▸ **Task details**
Repeat every line of the data exactly, but not the pictures.

--- Records to process Enclosed Below ---

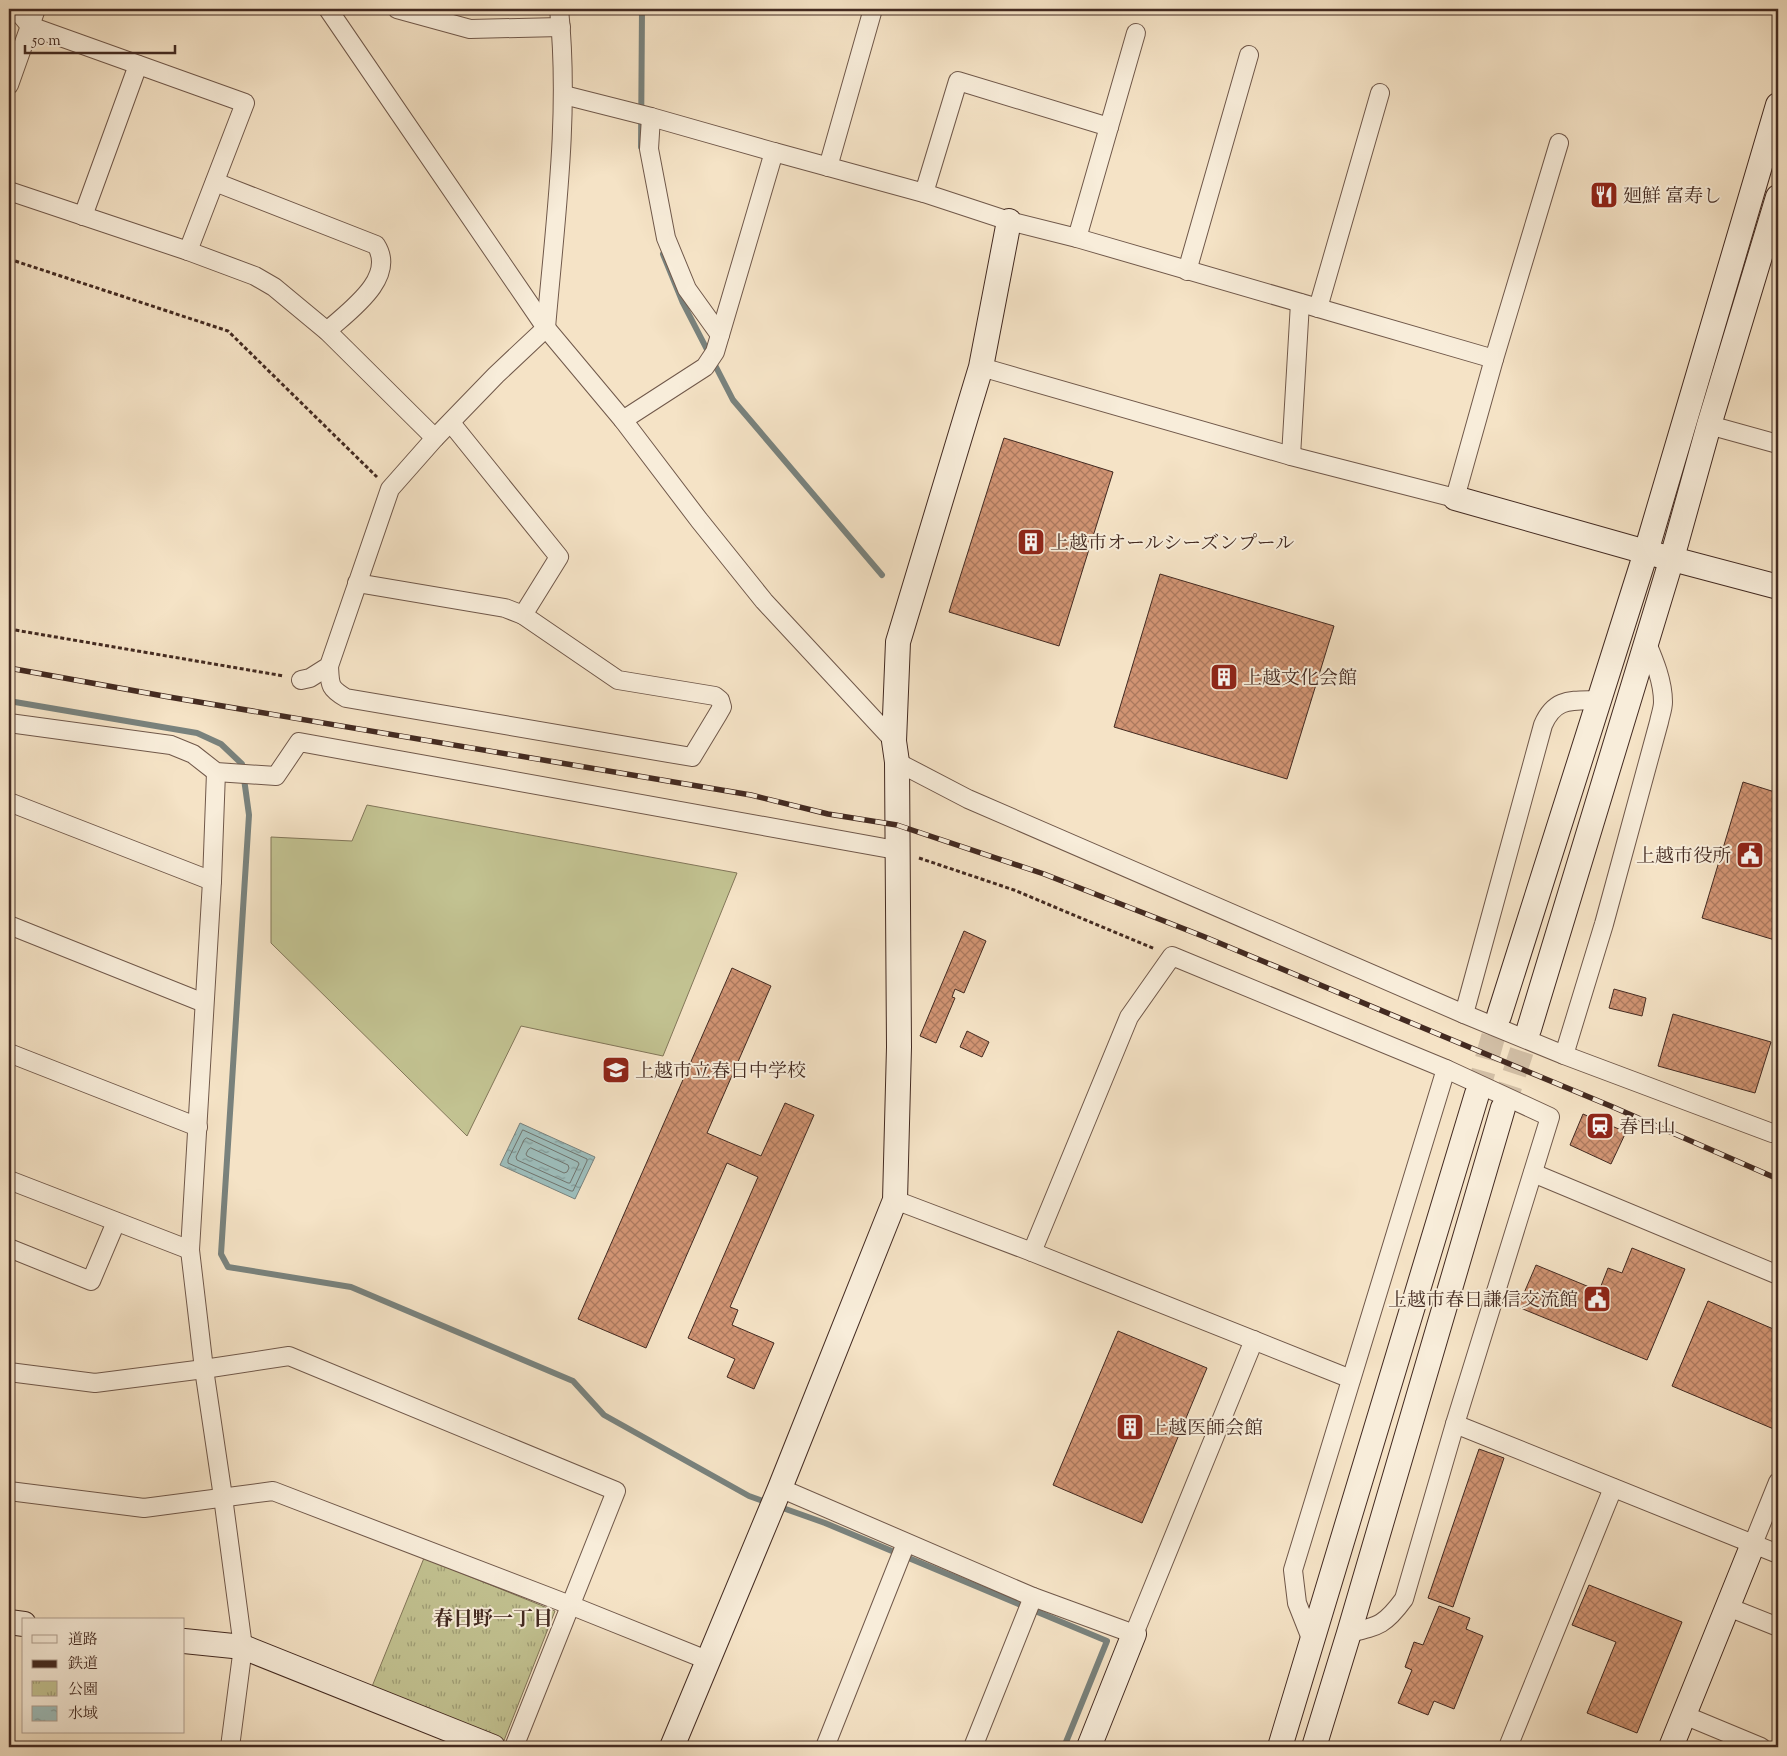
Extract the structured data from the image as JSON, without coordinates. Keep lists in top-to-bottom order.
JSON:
{
  "districts": ["春日野一丁目"],
  "places": {
    "restaurant": ["廻鮮 富寿し"],
    "building": ["上越市オールシーズンプール", "上越文化会館", "上越医師会館"],
    "public building": ["上越市役所", "上越市春日謙信交流館"],
    "school or university": ["上越市立春日中学校"],
    "station": ["春日山"]
  },
  "legend": [
    "道路",
    "鉄道",
    "公園",
    "水域"
  ],
  "scale_bar": "50 m"
}
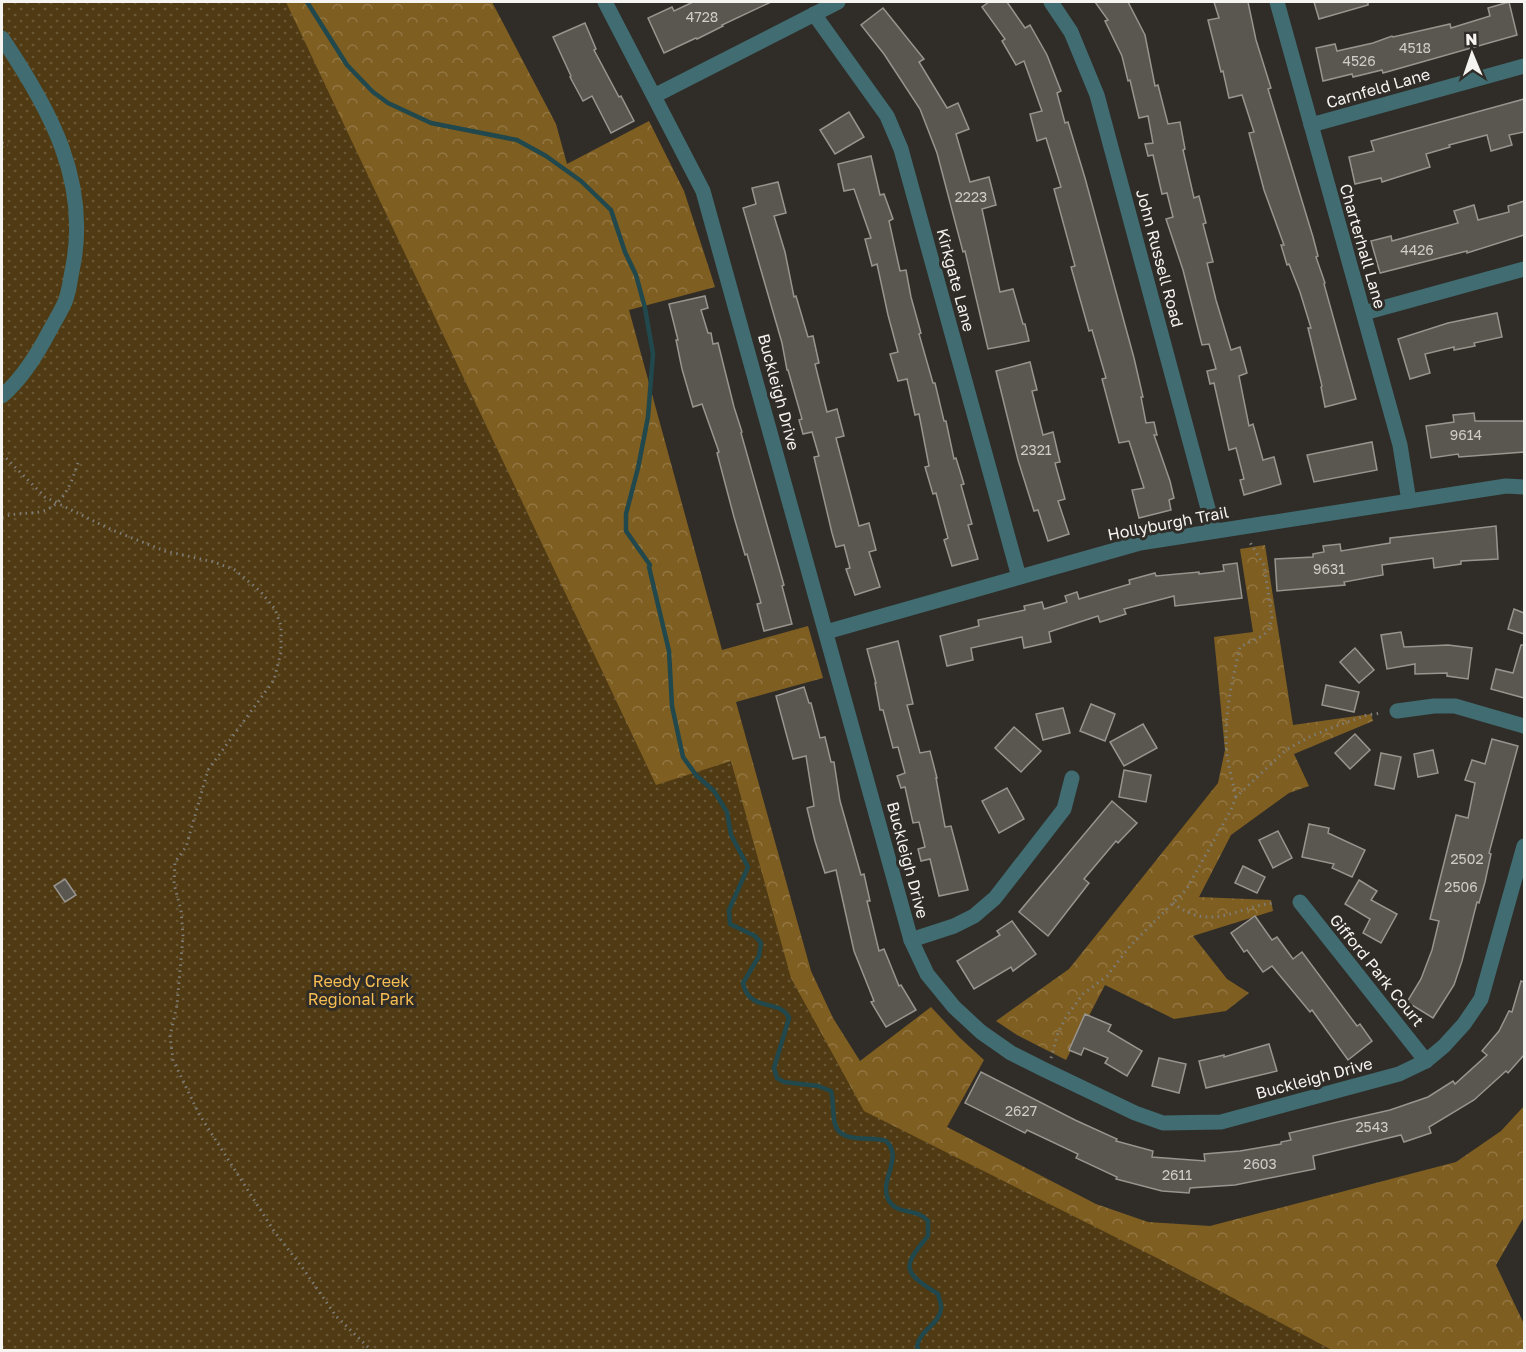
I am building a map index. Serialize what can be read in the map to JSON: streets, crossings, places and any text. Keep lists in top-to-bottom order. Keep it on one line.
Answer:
{"streets":{"street":["Carnfeld Lane","Charterhall Lane","John Russell Road","Kirkgate Lane","Buckleigh Drive","Hollyburgh Trail","Gifford Park Court"]},"crossings":[["Carnfeld Lane","Charterhall Lane"],["Charterhall Lane","Hollyburgh Trail"],["John Russell Road","Hollyburgh Trail"],["Kirkgate Lane","Hollyburgh Trail"],["Buckleigh Drive","Hollyburgh Trail"],["Buckleigh Drive","Gifford Park Court"]],"parks":["Reedy Creek Regional Park"],"house_numbers":["4728","4518","4526","2223","4426","9614","2321","9631","2502","2506","2627","2543","2603","2611"],"north":"top"}
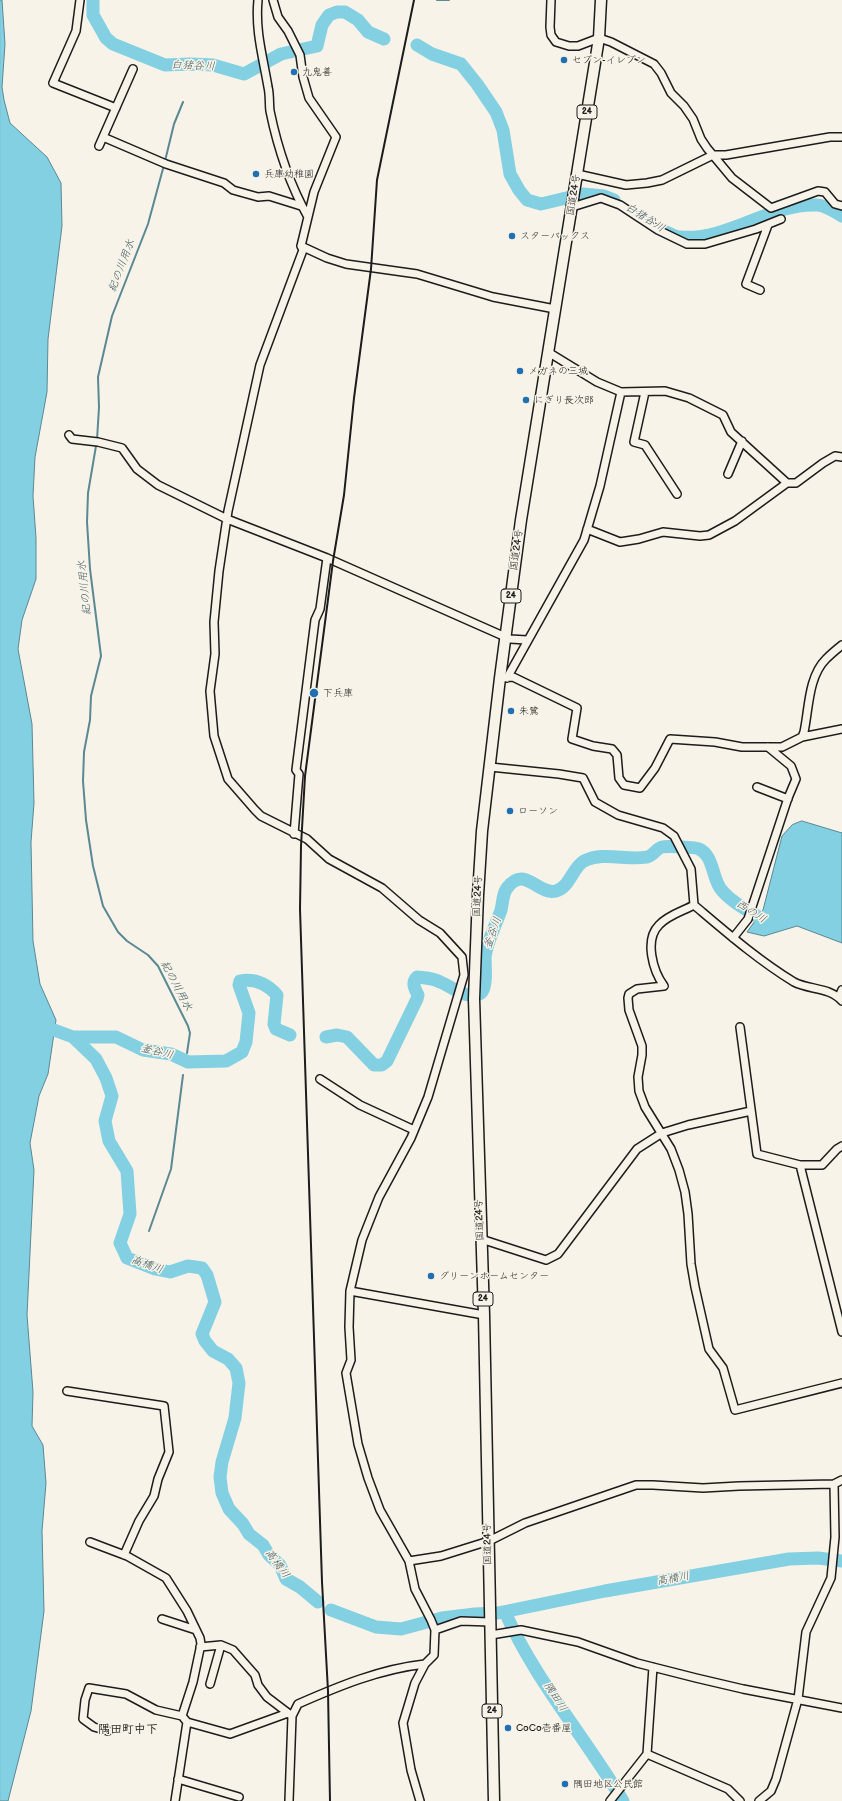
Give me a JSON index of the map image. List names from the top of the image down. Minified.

--- End of Enclosed Records to process ---

▸ **Solution**
Extract the structured data from the image as JSON, without coordinates. Keep lists in top-to-bottom order.
JSON:
{
  "districts": ["春日野一丁目"],
  "places": {
    "restaurant": ["廻鮮 富寿し"],
    "building": ["上越市オールシーズンプール", "上越文化会館", "上越医師会館"],
    "public building": ["上越市役所", "上越市春日謙信交流館"],
    "school or university": ["上越市立春日中学校"],
    "station": ["春日山"]
  },
  "legend": [
    "道路",
    "鉄道",
    "公園",
    "水域"
  ],
  "scale_bar": "50 m"
}
I am building a map index. Serialize what can be read in the map to JSON: streets, crossings, places and any text. Keep lists in top-to-bottom order. Keep it on one line.
Answer:
{"streets":{"street":["Carnfeld Lane","Charterhall Lane","John Russell Road","Kirkgate Lane","Buckleigh Drive","Hollyburgh Trail","Gifford Park Court"]},"crossings":[["Carnfeld Lane","Charterhall Lane"],["Charterhall Lane","Hollyburgh Trail"],["John Russell Road","Hollyburgh Trail"],["Kirkgate Lane","Hollyburgh Trail"],["Buckleigh Drive","Hollyburgh Trail"],["Buckleigh Drive","Gifford Park Court"]],"parks":["Reedy Creek Regional Park"],"house_numbers":["4728","4518","4526","2223","4426","9614","2321","9631","2502","2506","2627","2543","2603","2611"],"north":"top"}
Give me a JSON index of the map image. List names from the top of the image down. Minified.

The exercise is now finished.